[Collection entries]
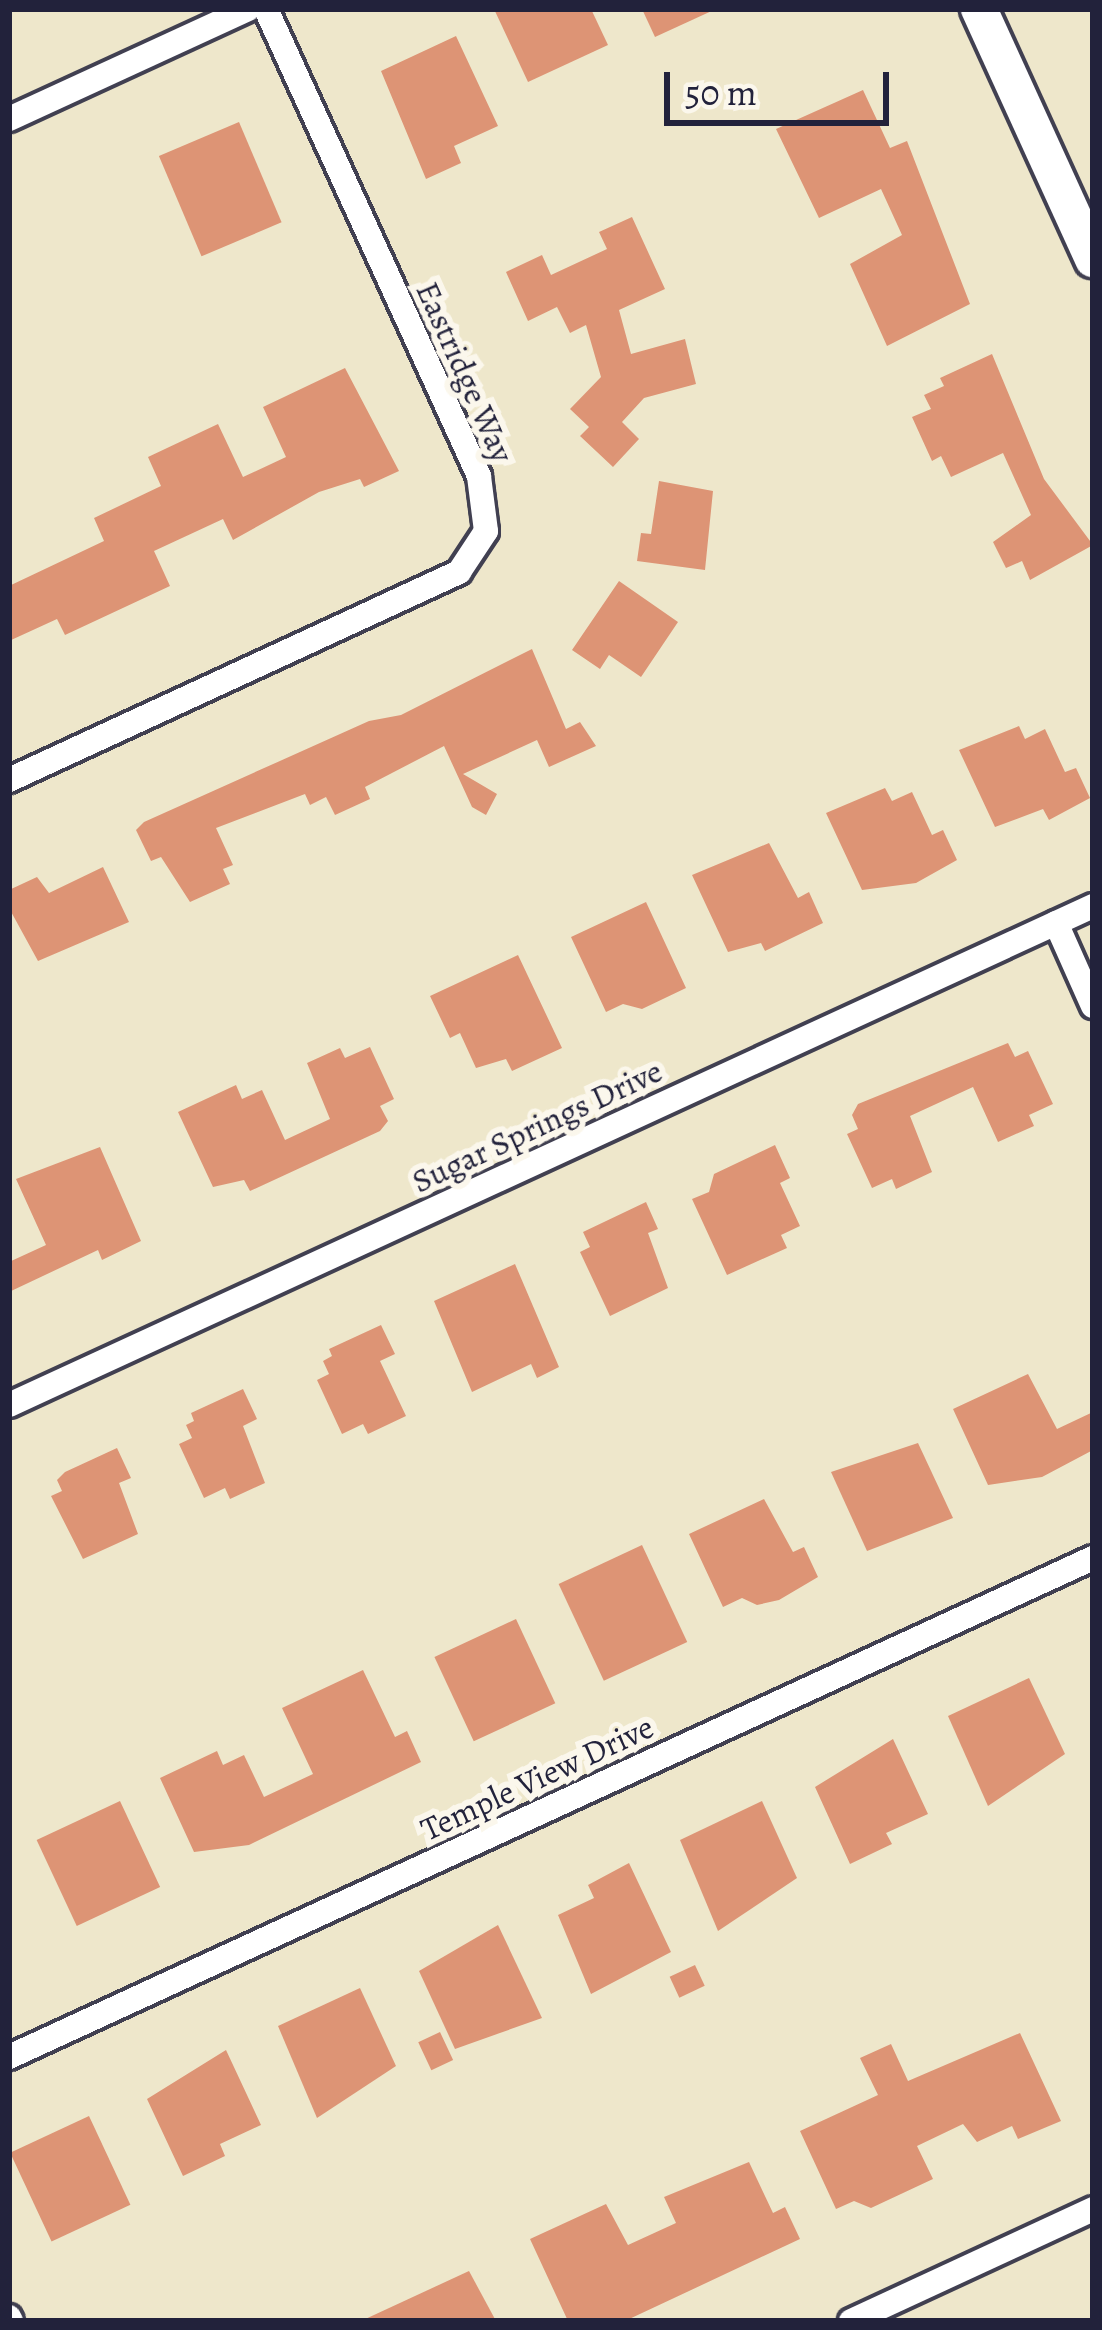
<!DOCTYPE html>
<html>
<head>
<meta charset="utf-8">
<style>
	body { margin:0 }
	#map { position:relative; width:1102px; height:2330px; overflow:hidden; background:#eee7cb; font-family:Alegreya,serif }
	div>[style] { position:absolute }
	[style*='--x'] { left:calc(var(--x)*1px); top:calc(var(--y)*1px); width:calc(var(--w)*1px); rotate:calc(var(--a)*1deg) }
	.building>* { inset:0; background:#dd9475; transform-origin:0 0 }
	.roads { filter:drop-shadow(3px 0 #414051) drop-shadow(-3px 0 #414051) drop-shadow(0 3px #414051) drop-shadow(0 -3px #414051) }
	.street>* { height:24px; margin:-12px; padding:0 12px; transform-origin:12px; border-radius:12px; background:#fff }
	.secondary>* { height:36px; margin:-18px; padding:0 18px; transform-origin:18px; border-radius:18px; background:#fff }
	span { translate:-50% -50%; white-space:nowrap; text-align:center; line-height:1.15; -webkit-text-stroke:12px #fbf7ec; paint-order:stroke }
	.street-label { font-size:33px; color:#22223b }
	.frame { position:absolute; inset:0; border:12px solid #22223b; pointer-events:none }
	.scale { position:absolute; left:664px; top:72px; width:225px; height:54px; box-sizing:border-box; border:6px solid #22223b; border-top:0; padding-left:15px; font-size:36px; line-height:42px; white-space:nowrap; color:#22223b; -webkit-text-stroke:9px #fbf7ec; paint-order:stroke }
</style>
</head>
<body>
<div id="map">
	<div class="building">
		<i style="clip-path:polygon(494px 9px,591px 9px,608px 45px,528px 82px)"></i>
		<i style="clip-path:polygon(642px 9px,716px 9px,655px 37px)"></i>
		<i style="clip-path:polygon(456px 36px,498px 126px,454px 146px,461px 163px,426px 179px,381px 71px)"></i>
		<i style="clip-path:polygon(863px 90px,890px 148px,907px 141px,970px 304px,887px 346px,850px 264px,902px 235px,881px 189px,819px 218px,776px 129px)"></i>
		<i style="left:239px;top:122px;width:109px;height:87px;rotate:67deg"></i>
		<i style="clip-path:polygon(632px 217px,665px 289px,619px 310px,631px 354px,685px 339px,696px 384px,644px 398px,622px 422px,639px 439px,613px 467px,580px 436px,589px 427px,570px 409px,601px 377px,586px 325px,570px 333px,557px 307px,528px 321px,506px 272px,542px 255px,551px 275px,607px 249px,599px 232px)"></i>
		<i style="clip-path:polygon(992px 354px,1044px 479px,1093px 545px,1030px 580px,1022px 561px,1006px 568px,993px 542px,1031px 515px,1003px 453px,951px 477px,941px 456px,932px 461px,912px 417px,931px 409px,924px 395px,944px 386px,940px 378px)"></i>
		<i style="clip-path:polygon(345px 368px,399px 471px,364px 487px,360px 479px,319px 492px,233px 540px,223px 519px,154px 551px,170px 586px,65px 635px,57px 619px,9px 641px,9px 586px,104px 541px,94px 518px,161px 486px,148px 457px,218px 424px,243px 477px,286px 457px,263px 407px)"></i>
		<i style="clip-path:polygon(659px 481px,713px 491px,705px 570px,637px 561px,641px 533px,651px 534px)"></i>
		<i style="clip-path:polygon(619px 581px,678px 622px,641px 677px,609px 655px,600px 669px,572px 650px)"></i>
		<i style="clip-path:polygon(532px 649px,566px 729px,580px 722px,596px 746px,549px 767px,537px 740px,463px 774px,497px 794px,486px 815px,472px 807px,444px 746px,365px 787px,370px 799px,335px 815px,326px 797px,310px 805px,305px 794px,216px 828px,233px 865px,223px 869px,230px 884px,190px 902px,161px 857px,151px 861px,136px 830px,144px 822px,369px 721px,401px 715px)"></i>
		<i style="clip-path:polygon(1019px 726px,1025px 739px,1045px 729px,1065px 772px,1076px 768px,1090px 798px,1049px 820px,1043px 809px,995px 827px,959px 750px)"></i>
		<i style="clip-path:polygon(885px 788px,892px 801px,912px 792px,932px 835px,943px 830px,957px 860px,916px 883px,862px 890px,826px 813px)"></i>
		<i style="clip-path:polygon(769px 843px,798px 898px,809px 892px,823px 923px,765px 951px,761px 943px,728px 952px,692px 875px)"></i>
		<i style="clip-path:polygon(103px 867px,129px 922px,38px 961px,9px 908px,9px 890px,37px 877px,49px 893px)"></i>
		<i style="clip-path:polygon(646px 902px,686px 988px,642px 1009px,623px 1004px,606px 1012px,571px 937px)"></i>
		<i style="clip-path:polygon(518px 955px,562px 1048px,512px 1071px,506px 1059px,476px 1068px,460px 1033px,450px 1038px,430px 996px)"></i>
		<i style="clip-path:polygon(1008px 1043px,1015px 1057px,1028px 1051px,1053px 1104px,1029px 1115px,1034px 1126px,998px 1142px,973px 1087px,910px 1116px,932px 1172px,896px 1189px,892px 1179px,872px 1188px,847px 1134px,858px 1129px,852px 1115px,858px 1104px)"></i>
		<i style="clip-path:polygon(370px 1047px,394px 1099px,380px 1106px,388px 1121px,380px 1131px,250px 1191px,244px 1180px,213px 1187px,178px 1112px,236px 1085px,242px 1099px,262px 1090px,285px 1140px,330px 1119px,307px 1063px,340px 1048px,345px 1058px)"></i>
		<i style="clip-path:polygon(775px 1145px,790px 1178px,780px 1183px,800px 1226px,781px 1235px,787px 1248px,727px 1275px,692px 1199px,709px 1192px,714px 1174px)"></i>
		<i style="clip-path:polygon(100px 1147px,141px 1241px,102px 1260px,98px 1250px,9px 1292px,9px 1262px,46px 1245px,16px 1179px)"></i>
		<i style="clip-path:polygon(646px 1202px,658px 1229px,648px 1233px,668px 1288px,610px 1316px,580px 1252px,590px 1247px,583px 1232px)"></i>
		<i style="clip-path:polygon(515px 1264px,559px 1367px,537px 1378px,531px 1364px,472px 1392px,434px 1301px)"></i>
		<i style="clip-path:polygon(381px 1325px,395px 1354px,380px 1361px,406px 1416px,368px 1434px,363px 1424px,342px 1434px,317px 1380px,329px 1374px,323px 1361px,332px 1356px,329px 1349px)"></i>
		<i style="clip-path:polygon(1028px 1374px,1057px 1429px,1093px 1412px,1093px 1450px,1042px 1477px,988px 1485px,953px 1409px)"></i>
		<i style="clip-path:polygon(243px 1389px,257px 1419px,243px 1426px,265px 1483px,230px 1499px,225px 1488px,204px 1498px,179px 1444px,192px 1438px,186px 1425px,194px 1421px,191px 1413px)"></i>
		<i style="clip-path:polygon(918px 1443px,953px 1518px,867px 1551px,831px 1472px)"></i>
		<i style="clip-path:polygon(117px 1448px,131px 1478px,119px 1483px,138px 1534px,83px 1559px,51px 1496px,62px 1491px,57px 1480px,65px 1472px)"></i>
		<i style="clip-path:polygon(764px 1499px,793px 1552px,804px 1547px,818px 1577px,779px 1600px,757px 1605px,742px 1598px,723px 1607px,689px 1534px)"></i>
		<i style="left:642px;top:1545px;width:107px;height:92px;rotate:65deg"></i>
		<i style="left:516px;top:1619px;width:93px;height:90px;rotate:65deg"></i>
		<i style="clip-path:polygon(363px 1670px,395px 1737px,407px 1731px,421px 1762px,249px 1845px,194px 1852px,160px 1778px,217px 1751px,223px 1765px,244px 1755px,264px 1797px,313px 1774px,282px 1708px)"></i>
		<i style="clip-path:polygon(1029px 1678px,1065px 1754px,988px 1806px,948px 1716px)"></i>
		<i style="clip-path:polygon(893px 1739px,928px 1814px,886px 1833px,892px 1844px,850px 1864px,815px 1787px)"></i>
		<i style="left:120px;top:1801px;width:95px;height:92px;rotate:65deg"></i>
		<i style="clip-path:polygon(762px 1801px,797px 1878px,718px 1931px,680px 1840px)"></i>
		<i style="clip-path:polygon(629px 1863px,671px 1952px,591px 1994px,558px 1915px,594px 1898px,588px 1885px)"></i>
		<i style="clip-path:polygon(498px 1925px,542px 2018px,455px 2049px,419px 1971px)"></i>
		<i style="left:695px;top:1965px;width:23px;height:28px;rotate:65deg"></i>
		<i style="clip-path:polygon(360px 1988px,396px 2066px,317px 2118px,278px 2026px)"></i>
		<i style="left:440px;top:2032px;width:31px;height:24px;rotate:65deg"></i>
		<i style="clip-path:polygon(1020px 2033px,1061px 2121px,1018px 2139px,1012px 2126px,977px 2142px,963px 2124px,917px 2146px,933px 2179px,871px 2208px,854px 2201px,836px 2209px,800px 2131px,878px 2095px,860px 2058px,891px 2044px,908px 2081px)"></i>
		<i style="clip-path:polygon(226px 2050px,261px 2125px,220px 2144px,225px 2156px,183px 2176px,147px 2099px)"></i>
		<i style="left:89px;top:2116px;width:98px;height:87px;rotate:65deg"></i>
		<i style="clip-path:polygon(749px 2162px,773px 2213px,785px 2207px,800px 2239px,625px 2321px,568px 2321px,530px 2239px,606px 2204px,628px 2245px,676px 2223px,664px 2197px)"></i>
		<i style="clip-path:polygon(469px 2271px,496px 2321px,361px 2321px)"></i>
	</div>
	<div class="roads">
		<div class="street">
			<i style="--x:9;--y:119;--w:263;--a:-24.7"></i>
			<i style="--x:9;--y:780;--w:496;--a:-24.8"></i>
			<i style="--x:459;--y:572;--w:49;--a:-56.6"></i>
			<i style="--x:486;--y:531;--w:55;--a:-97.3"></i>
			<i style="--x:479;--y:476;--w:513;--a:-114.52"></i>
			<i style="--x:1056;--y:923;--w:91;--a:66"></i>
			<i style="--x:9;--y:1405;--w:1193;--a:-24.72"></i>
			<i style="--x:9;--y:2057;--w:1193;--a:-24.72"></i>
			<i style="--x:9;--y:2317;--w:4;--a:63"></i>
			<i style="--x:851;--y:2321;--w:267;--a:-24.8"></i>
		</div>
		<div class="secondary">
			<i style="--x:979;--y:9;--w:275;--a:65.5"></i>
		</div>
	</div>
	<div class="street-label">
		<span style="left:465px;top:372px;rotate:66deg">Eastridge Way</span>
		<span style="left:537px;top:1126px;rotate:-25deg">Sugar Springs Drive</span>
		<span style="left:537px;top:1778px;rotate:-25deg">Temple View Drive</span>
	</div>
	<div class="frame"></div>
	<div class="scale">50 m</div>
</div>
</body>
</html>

Assignment. If a line of the entries above holds the word "inset", count it; report only how many such lines there are.

Result of this task. 2